Como a psicopedagogia clínica muda a vida das crianças

“Na minha concepção, o grande aporte que a Psicopedagogia Clínica oferece para a criança é a possibilidade de fazer uma atuação preventiva, evitando que um problema se configure em um transtorno maior, ou seja, um prejuízo funcional, trazendo consequências não só do ponto de vista da aprendizagem, como também emocional nas próximas fases da vida do indivíduo”, detalha Mara Cristina Carmona de Almeida, professora do módulo de Diagnóstico e Intervenção Psicopedagógica Clínica na Pós-Graduação em Psicologia Clínica da Universidade de Sorocaba (Uniso).

Para a mestra em Psicologia Clínica, esse diagnóstico precoce e a intervenção são necessários porque evitam a amplificação de uma dificuldade que, no futuro, poderia se consolidar em um transtorno. “Estamos falando de crianças a partir de dois anos até os 12 anos de idade, e é uma fase em que os impactos deixam marca profundas”, completa Mara Cristina.

Quando começam as mudanças

“Ao mesmo tempo em que inicia o diagnóstico, o psicopedagogo já começa com a criança o processo de ajuda.
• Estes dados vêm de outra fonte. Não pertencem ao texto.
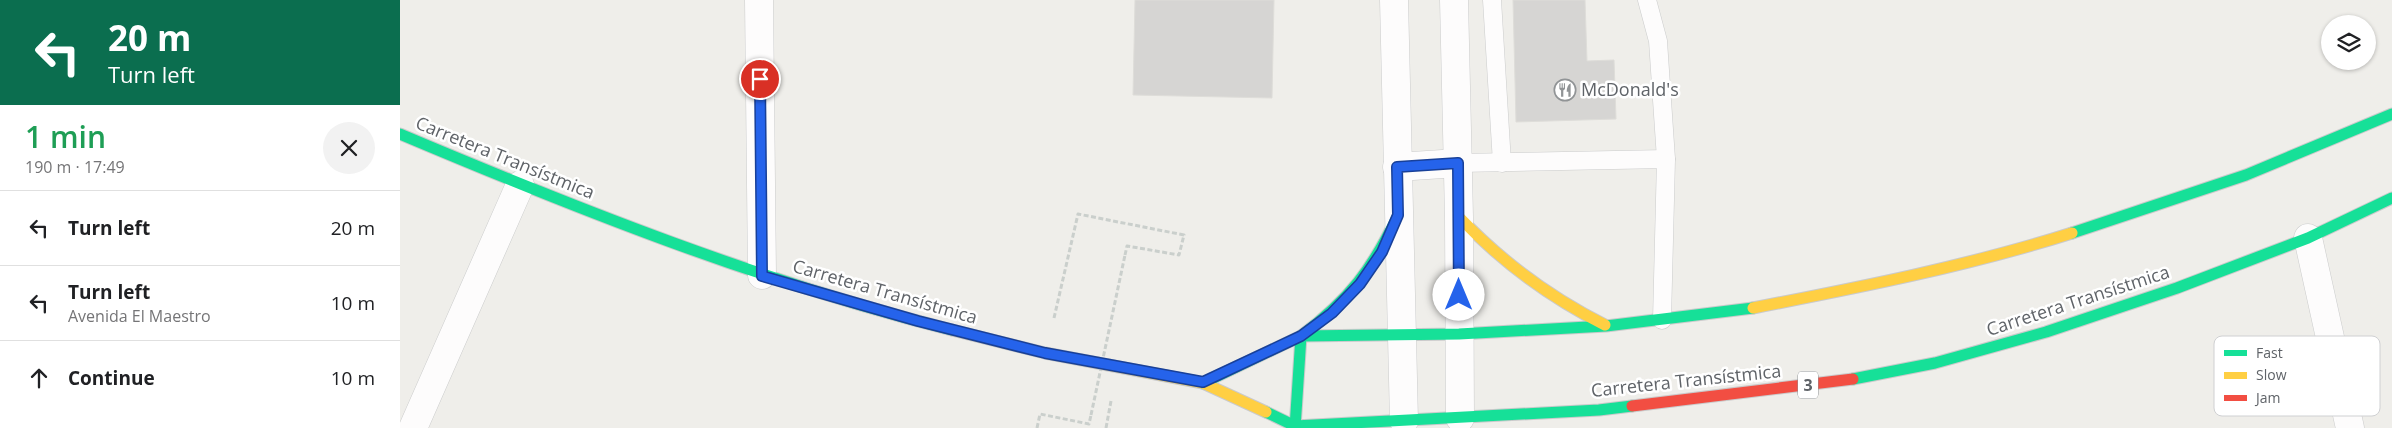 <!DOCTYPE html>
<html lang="en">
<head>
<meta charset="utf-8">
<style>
  :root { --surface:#fff; --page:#f2f2f2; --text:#202124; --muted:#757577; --line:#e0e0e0 }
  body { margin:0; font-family:"Open Sans",sans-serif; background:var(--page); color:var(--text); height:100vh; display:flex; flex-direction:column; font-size:19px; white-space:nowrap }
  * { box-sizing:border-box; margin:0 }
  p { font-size:16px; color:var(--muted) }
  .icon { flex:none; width:28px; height:28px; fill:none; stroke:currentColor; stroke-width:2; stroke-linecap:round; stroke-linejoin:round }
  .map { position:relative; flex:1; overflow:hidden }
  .drawer { display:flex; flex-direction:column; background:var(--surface); width:400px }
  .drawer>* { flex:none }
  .guide { background:#0b6e4f; color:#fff; overflow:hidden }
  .tools { position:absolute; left:1921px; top:15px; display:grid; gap:10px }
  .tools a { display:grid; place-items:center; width:55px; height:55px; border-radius:50%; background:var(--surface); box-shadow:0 1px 4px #0004; font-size:25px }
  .pin { position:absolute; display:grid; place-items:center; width:42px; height:42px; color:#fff; margin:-21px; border:2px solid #fff; border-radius:50%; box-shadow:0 1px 5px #0007 }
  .me { position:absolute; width:55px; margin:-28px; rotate:0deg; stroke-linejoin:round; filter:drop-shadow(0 0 4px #0008) }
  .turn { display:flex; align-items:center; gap:18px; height:105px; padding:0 25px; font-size:22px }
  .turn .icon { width:65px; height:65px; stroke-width:2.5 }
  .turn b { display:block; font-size:35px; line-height:42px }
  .round { display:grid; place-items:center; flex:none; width:52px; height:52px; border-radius:26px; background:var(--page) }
  .summary { display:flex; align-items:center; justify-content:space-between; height:85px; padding:0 25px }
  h1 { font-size:30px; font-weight:600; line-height:38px; color:#1e9e55 }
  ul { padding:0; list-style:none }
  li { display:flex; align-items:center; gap:15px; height:75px; padding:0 25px; border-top:1px solid var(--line) }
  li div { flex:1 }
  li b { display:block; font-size:19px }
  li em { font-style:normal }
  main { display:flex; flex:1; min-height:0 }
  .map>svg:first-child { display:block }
</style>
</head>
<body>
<main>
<section class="drawer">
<div class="guide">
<div class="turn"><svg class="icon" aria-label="left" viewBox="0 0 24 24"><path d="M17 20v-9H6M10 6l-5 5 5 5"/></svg><div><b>20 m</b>Turn left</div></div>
</div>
<div class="summary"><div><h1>1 min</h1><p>190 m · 17:49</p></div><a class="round"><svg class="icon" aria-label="close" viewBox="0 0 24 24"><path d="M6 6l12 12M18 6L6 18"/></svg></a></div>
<ul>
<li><svg class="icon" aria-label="left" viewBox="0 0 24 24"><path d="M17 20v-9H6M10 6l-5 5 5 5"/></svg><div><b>Turn left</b></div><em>20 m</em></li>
<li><svg class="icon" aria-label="left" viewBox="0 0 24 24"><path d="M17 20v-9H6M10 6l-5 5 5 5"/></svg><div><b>Turn left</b><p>Avenida El Maestro</p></div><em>10 m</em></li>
<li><svg class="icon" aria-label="ahead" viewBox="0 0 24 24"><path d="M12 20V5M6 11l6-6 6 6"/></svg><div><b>Continue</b></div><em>10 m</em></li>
</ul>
</section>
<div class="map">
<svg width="1992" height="428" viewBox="0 0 1992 428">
  <rect width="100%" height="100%" fill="#efeeea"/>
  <!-- building -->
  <g fill="#d6d5d3" stroke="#deddd9">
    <path d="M735,0H874L872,98L733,95Z"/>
    <path d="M1113,0H1185L1187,61L1214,60L1216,119L1116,122Z"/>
  </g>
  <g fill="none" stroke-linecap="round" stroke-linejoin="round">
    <!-- lane casing -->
    <g stroke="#cbcccc" stroke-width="19">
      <g id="lane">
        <path d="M1092,0L1102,163"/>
        <path d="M1247,0L1258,41L1266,159L1262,320"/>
        <path d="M1058,163L1266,159"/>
      </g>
    </g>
    <!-- street casing -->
    <g stroke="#cbcccc" stroke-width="29">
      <g id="street">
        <path d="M359,0L362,275"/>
        <path d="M994,0L1004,421"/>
        <path d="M1054,0L1059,217L1060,418"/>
        <path d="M997,167L1058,163"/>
        <path d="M1908,238L1950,428"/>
        <path d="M13,428L120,185"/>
      </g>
    </g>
    <!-- fast casing -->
    <g stroke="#cacacb" stroke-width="13">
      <g id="fast">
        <path d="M0,134C180,210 362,282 552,330"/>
        <path d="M1672,233L1846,175L1992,114"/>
        <path d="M901,336C950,299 972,270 998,215"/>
        <path d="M1453,379L1535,363L1646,332L1777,288L1908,238L1992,198"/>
        <path d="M803,383L901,336L1059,334L1206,326L1353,308"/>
        <path d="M866,412L895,426L1199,410L1232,406"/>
        <path d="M895,428L901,336"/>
      </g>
    </g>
    <!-- slow casing -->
    <g stroke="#cacacb" stroke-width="13">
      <g id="slow">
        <path d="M1059,217C1102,262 1149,297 1205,325"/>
        <path d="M1353,308C1461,287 1568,266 1672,233"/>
        <path d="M552,330L645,353L803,383L866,412"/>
      </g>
    </g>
    <!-- jam casing -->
    <g stroke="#cacacb" stroke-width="13">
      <path id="jam" d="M1232,406L1453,379"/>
    </g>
    <!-- path -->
    <g stroke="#cacfcc" stroke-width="3" stroke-dasharray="5 2.5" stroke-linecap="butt">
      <path d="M654,318L678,214L784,235L779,255L727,246L725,255"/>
      <path d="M637,428L640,414L689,424L691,415"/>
      <path d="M706,428L711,401"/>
    </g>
    <!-- lane -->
    <use href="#lane" stroke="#fdfcfc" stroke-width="18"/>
    <!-- street -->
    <use href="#street" stroke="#fdfcfc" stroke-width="28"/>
    <!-- fast -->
    <use href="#fast" stroke="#16e098" stroke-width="11"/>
    <!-- slow -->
    <use href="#slow" stroke="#ffcf43" stroke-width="11"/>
    <!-- jam -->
    <use href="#jam" stroke="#f24e42" stroke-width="11"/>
    <!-- path-bridge -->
    <path stroke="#cacfcc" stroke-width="3" stroke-dasharray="5 2.5" stroke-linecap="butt" d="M691,415L725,255"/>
  </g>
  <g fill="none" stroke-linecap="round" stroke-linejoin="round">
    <!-- route casing -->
    <g stroke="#184099" stroke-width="12">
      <path id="route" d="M360,79L362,276L518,321L645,353L803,382L901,336L932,313L960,284L982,252L998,215L997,167L1058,163L1059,295"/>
    </g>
    <!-- route -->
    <use href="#route" stroke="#2563eb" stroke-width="9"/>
  </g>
  <!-- icons -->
  <defs>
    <g id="restaurant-ring" transform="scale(1.125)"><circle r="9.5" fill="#fff" stroke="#919496" stroke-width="1.5"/><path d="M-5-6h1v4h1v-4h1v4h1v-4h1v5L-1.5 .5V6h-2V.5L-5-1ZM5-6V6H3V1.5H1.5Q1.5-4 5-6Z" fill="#919496"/></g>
  </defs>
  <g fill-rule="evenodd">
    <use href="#restaurant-ring" x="1165" y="90"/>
  </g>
  <g text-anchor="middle" stroke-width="5" stroke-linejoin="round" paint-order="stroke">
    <!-- shield labels -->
    <rect fill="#fff" stroke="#8f9295" stroke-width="1" x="1398" y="371.5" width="20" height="27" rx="4"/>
    <g font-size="16" font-weight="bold" fill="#5f6368">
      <text x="1408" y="391">3</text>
    </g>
    <!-- poi labels -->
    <g font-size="18" fill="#5f6368" stroke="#fff" text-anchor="start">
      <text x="1181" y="96">McDonald's</text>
    </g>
    <!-- street labels -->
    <g font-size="18" fill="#5f6368" stroke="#fff">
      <text transform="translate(105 158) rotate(22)" y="6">Carretera Transístmica</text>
      <text transform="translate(485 292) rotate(16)" y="6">Carretera Transístmica</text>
      <text transform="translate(1678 301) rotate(-18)" y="6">Carretera Transístmica</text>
      <text transform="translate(1286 381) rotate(-6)" y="6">Carretera Transístmica</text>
    </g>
  </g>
  <!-- legend -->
  <rect x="1814" y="336" width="166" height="80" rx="8" fill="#fff" stroke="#cfd0d2" stroke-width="1"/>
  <rect x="1824" y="350" width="23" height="6" fill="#16e098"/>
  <rect x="1824" y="372" width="23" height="7" fill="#ffcf43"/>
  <rect x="1824" y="395" width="23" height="6" fill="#f24e42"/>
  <g font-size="14" fill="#5f6368">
    <text x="1856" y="358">Fast</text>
    <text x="1856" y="380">Slow</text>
    <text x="1856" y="403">Jam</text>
  </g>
</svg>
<div class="tools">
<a><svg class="icon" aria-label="layers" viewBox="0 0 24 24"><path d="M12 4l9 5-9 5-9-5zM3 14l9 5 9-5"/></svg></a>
</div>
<div class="pin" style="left:360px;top:79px;background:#d93025"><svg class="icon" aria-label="arrive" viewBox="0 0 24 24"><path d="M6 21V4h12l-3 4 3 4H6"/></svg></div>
<svg class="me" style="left:1059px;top:295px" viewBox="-20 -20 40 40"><circle r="19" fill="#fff"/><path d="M0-13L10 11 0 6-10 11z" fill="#2563eb"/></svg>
</div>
</main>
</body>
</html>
Esse ponto inicial muda muitas questões na vida do paciente. É no diagnóstico que surge a oportunidade de orientar pais e educadores para melhor atender às necessidades da criança”, conta a professora da Pós-Graduação da Uniso.

“É a partir do diagnóstico que o profissional oferece uma proposta de ressignificação do processo de aprendizagem. Também na fase do diagnóstico é que o psicopedagogo clínico atua com outros profissionais, como fonoaudiólogo e neuropediatra.

É preciso identificar o porquê de a criança não aprender. No diagnóstico é compreendido o contexto em que a criança está sendo criada, o ambiente familiar e até os aspectos genéticos. “É sabido que muitas dessas dificuldades e transtornos de aprendizagem são de origem genética. Portanto, a intervenção abrange os familiares também. Tratamos pais disléxicos, por exemplo”, explica Mara Cristina.

O brincar como instrumento de desenvolvimento

“O ato de brincar atua como uma das possibilidades de se promover a aprendizagem, em que a criança desenvolve habilidades sociais, intelectuais, físicas e criativas. As brincadeiras são importantes instrumentos pedagógicos, no desenvolvimento das habilidades de atenção e concentração, tão necessárias no processo de aprendizagem. Por essa razão trabalhamos com várias brincadeiras, incluindo as tradicionais”, esclarece a professora.

“Usamos, por exemplo, a amarelinha. Com o uso dos quadrados para se movimentar, a criança é estimulada, começa a se relacionar com os numerais, aprende a respeitar limites, treina o controle motor, ritmo, freio inibitório e as noções de lateralidade como esquerda e direita. Importante perceber como uma brincadeira tão tradicional pode acrescentar tanto ao desenvolvimento”, explica.

Mas as ferramentas para o desenvolvimento da criança passam por leitura, escrita, raciocínio lógico, sempre dentro do contexto e das necessidades da criança.

“De outro lado, orientamos os adultos que convivem com a criança. Eles devem se envolver na atividade da criança e criar uma rotina para ela. Estimulá-la a se organizar. Também precisam estimular a criança a desenvolver a leitura, a interpretação, participar de dramatizações. Tudo isso contribui para o melhor desenvolvimento da criança”, conclui a professora Mara Cristina.

Mara Cristina Carmona de Almeida: Mestra em Psicologia Clínica com ênfase em Políticas Públicas de Prevenção ao Suicídio, professora no curso de Psicopedagogia Clínica da Pós-Graduação da Universidade de Sorocaba, onde ministra o módulo de Diagnóstico e Intervenção Psicopedagógica Clínica.